Alex Roy completes first Tesla FSD cannonball run with zero interventions across 3,081 miles

Jan 30, 2026 with Alex Roy

Key Points

  • Alex Roy completed the first Tesla FSD cannonball run coast-to-coast with zero autonomous system disengagements across 3,081 miles in 58+ hours using FSD 14.2.2.3.
  • The 15-hour time penalty versus typical cannonball attempts came entirely from winter weather and human navigation errors, not the autonomous system's reliability.
  • Roy estimates good-weather conditions and optimized routing could cut future attempts to under 42 hours, competitive with high-speed gas cannonballs while eliminating driver fatigue.
Alex Roy completes first Tesla FSD cannonball run with zero interventions across 3,081 miles

Summary

Alex Roy completed the first Tesla Full Self-Driving cannonball run across the US with zero interventions. The route spanned 3,081 miles from Redondo Beach to Red Ball Garage in New York in 58-plus hours using FSD version 14.2.2.3. His first attempt thirteen months earlier on FSD 12.5.6.4 recorded 21 disengagements tied to charging alone, plus system reboots and takeover warnings. The gap between runs was entirely software maturity.

The extra 15 hours over a typical cannonball attempt came from winter weather—snow, cold battery drag, and salt accumulation—not the autonomous system. Human error accounted for every delay. The team took navigational overrides that sent them down unpaved roads requiring backtracking and misrouted charging stops against Tesla's optimization algorithm. In sub-zero Pennsylvania, accumulated snow on the rear camera prevented automated backing into a charger. Roy cleaned the glass and briefly disengaged FSD to comply with the challenge rules. When he reactivated, the car abandoned him to follow exit signs, forcing a 90-minute detour before the vehicle ran low on charge and finally stopped. Roy said that if the car had not stopped the second time, they would have run out of charge and lost the run.

Roy found that the system was reliable enough that none of the experienced race drivers in the car felt unsafe at any point.

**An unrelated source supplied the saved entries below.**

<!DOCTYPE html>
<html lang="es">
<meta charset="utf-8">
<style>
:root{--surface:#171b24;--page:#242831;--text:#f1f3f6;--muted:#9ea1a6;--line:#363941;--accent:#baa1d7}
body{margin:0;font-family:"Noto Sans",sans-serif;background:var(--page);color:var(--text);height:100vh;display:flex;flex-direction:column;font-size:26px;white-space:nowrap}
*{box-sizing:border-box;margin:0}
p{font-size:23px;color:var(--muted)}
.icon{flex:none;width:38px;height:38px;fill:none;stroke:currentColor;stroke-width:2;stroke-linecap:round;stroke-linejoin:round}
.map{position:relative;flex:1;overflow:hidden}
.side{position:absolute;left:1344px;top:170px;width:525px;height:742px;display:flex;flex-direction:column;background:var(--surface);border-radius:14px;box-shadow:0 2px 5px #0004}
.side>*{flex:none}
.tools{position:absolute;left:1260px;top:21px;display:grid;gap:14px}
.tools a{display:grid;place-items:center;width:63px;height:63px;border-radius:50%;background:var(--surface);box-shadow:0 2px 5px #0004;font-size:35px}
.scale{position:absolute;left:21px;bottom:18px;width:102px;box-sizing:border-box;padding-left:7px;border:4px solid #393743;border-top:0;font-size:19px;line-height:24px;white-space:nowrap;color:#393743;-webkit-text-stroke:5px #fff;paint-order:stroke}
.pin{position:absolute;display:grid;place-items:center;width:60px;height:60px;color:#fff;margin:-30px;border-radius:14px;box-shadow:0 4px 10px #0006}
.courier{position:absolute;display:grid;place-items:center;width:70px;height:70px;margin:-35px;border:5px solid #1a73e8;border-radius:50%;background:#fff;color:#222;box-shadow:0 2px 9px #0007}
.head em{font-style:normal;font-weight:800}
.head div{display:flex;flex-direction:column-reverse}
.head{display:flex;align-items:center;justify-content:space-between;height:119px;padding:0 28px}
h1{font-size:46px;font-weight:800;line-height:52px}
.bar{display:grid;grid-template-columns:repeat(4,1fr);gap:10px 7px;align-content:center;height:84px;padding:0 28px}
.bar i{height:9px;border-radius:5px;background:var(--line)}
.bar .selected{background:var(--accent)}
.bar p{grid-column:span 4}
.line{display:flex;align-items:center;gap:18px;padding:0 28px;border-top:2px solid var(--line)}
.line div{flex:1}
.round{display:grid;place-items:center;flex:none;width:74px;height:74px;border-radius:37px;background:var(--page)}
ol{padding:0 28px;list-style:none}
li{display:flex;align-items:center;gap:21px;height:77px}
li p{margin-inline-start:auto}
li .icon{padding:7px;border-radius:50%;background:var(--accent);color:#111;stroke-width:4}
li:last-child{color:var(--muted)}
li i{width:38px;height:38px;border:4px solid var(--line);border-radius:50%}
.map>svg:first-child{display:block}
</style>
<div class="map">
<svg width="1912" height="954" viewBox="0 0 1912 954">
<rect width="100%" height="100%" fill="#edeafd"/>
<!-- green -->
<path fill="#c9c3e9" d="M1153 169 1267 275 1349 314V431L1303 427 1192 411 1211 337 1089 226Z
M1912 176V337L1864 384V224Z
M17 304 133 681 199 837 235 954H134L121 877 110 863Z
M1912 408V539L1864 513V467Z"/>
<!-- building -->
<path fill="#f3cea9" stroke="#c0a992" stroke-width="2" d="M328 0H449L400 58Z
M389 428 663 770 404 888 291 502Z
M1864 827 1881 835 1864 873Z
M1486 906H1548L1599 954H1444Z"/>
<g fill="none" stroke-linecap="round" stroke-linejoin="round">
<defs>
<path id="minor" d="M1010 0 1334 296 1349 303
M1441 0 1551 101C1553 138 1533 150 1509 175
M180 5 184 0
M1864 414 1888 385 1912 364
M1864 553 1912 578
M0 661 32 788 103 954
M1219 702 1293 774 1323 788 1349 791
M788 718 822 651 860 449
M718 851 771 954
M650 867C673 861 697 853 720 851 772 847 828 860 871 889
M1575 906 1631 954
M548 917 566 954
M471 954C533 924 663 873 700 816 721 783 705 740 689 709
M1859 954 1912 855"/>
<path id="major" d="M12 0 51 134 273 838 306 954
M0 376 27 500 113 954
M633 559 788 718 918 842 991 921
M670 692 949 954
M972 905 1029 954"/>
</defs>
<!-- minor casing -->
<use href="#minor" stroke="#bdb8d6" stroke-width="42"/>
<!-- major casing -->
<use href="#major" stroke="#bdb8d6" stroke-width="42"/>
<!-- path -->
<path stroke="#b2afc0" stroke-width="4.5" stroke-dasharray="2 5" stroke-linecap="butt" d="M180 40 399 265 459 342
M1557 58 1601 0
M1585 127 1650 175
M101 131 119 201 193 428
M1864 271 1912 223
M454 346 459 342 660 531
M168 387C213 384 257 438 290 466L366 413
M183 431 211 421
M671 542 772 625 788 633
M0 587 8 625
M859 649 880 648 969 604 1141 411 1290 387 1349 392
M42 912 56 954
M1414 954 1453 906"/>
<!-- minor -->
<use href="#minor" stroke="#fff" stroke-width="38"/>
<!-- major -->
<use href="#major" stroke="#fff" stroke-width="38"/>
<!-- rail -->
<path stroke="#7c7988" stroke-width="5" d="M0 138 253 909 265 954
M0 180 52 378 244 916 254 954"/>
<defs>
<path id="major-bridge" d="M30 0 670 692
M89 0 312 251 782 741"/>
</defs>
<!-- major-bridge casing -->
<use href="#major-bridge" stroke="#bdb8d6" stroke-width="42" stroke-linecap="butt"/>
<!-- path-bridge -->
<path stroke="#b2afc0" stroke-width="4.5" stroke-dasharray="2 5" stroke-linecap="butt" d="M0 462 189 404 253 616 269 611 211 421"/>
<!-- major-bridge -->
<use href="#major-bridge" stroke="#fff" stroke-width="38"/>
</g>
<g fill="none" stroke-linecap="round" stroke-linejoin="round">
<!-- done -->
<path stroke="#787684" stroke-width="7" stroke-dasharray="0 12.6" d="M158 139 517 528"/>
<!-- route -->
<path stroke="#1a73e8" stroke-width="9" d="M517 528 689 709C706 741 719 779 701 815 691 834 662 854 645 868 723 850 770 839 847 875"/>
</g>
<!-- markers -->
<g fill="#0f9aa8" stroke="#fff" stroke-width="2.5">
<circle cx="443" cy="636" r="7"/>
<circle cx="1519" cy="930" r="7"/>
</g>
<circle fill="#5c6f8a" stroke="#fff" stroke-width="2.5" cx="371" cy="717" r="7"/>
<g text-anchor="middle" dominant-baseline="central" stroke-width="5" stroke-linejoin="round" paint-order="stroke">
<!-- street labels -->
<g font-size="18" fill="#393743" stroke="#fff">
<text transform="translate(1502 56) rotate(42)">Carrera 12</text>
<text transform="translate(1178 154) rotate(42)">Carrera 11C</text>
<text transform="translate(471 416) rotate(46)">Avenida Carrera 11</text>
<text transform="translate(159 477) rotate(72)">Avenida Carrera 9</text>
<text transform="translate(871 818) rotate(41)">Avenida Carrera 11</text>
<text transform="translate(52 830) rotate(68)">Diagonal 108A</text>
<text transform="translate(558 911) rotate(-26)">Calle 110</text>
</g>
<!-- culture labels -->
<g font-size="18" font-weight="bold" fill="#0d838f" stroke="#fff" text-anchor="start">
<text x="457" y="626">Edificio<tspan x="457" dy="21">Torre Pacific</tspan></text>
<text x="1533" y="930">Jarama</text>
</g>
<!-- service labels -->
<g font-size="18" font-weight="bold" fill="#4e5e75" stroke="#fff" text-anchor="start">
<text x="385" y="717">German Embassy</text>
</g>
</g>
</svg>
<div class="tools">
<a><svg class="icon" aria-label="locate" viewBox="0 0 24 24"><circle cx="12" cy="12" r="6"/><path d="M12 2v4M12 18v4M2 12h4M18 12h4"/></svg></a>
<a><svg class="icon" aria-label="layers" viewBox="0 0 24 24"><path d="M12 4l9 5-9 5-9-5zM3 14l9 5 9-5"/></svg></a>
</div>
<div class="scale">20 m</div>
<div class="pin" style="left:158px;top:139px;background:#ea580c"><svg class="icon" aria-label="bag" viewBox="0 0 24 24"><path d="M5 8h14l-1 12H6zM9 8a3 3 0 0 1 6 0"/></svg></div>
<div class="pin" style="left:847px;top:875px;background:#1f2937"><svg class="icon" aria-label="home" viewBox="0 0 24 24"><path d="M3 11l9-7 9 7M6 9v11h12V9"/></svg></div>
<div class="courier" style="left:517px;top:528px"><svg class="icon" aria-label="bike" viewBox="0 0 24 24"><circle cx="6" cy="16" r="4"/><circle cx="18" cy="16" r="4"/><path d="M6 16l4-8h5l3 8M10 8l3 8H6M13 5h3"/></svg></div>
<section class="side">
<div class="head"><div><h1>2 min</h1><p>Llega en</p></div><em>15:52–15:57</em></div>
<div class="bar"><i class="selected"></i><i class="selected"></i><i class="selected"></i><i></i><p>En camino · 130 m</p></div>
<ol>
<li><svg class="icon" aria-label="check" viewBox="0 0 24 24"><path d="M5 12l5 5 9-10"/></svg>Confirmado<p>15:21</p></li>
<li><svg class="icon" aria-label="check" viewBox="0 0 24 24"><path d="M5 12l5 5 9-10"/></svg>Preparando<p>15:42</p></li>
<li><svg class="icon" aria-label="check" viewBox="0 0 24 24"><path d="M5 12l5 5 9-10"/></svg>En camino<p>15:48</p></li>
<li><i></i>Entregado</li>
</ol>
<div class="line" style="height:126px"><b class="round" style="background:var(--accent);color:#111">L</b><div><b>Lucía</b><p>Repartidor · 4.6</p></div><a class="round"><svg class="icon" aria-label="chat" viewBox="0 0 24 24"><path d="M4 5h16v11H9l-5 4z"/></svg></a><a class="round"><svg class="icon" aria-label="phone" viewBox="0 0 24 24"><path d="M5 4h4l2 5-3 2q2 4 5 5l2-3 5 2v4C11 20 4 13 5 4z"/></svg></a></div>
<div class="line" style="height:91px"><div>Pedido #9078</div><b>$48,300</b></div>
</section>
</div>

He estimates another cannonball attempt in good weather could shave 13 hours simply by not overriding Tesla's navigation. Battery optimizations could save another three hours, suggesting the upper bound is under 42 hours. That would be competitive with high-speed gas cannonballs in time but without the driver adrenaline spike.

On Tesla's recent fleet announcements, Roy expressed disappointment at the Model S and X discontinuation but acknowledged their low sales volume. He floated a longer-term thesis that Optimus humanoid robots priced at $10–15K could function as autonomous drivers for any car, eliminating the need for in-vehicle autonomy. Prototype humanoids designed solely for driving existed five or six years ago without modern AI training data, meaning the gap to a functional chauffeur robot is narrowing fast.

Roy's next run will launch as soon as weather clears. He plans to bring dual Starlink terminals for live streaming.